This was getting out of hand, thought the Doctor. Someone was definitely trying to do his head in, was it Ross or was he a sincere dupe of some higher power? A torrent of what could be mistaken for self aggrandising delusion rose to his lips, but he held back deciding to continue playing along. "The last of the Tim Lords, assuming I have no children, nope, can't say that comes as an eureka moment."

"Well it could be a clue, think about it."

"I'll mull it over."

"And the John Smith stuff?"

"Yeah, sort of made it up. Sorry."

"I'll arrange for you to have access to the internet. Normally it's the last thing our patients need, it just helps them find fresh conspiracy theories, but if you do some research it may help."

The Doctor had to allow himself to be accompanied into a side office to gain internet access, through another swipe card door, but once in there and logged on to a guest account, he was left alone to his own devices. The rest of the hospital's intranet was fire-walled off from his location but it only took him a couple of minutes to find a back door and gain access. The whole system checked out, a large hospital IT network just as one would expect. If someone had set this thing up for his benefit they had gone to a lot of trouble. Patient's records and a vast database of emails and staff records where all there. The locked doors didn't seem to have any central control however, and could not be over ridden from a computer, he could setup a fake staff account for himself but he would still need an actual card to open anything.

The village of Gallifrey appeared as promised on maps of Ireland, slightly to the northwest of Galway. Looking at Street view, which covered this far flung area surprisingly well, he saw a landscape of low dry stone walls, stunted windswept trees, and uneven close cropped grass. The original cottages were tiny roofless ruins, but next to them were new modern single story homes. The larger house was intact, a stark, enigmatic, vaguely Gothic pile, that Rassilon himself might have felt at home in.

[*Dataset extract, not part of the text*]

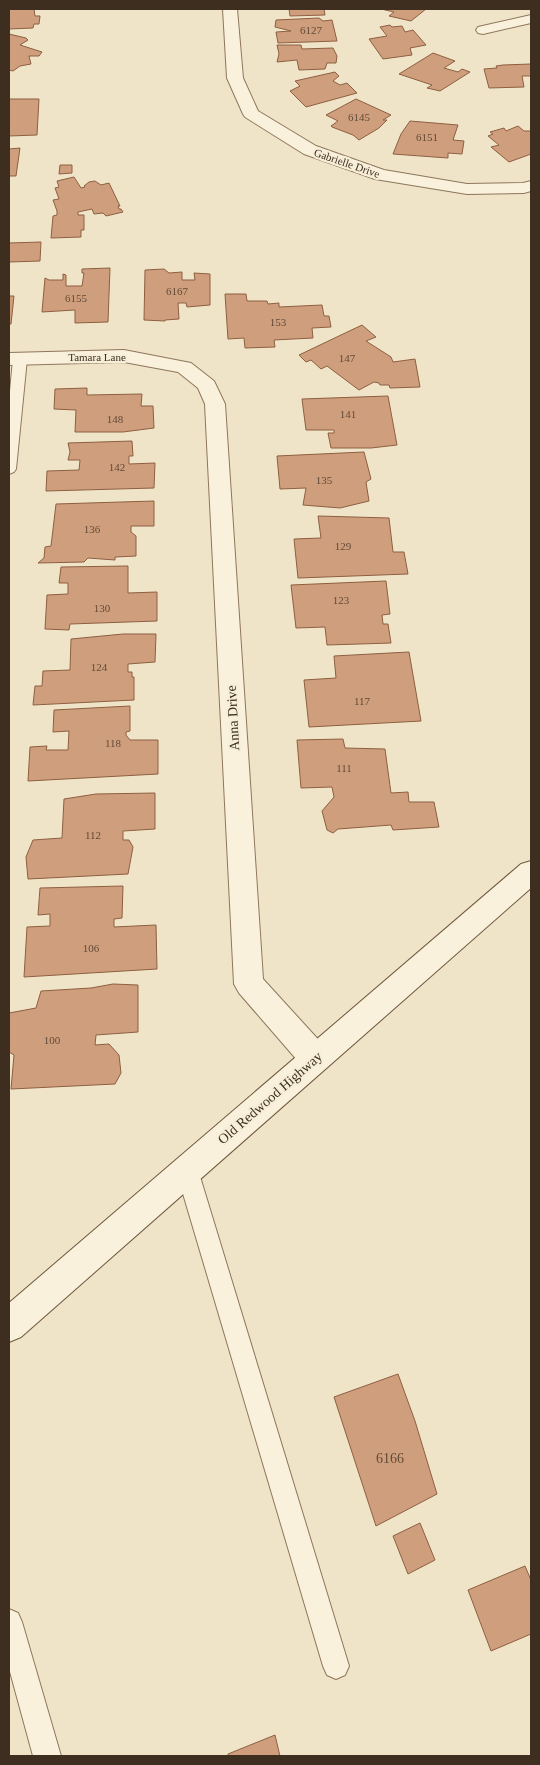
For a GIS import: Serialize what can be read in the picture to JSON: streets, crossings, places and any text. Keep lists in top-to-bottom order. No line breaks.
{"streets":{"street":["Gabrielle Drive","Tamara Lane","Anna Drive","Old Redwood Highway"]},"crossings":[["Tamara Lane","Anna Drive"],["Anna Drive","Old Redwood Highway"]],"house_numbers":["6127","6145","6151","6167","6155","153","147","141","148","142","135","136","129","123","130","124","117","118","111","112","106","100","6166"]}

He next searched for Tim Lord, and found that there were a number of actual members of the House Of Lords with Tim, or Timothy, in their names and titles. When he refined his searches he found Tim Lord, previously of Gallifrey, had a small online presence. He was present on the electoral role and seemed to to be the owner of a house in Wimbledon. There was a business site selling antiques which must have been the page Ross had found, it was cleverly designed to appear near the top of any vaguely relevant search list. There was an eclectic range of goods on offer, furniture from many periods, wartime memorabilia, clocks, ornaments, weapons, all photographed and inviting reasonable offers. There was also an eBay account offering less valuable goods. Interestingly, thought the Doctor, it was the sort of operation a time traveler short of a bob or two might setup, but he didn't recall doing it.


	2. Chapter 2

The Talons Of Dr Woo

Chapter Two

Another day, another visit to Ross's office. The Doctor wondered what he would have to say to walk out of this hospital without a fight, he was feeling physically much better now, so if it came to it that was what he might have to do.

"Good morning"

"Morning"

"How are you doing, have you unearthed any of the memories trapped in that noggin of yours?"

"Look I'll level with you, I cannot remember being Tim Lord." He said.

"You researched Tim on the net?"

"I did, yes."

"And nothing came back to you, nothing seemed familiar?"

"There was a house in Ireland."

"In Gallifrey."

"In Gallifrey, yes"

"The name at least, was familiar to you then?"

"There appears to be a coincidence of names."

"Did you find out anything more?"

"Tim Lord according to the website is an antiques dealer, he lives in London, seems to buy and sell from his home. I have an address, but nothing on Google images, no pictures of him."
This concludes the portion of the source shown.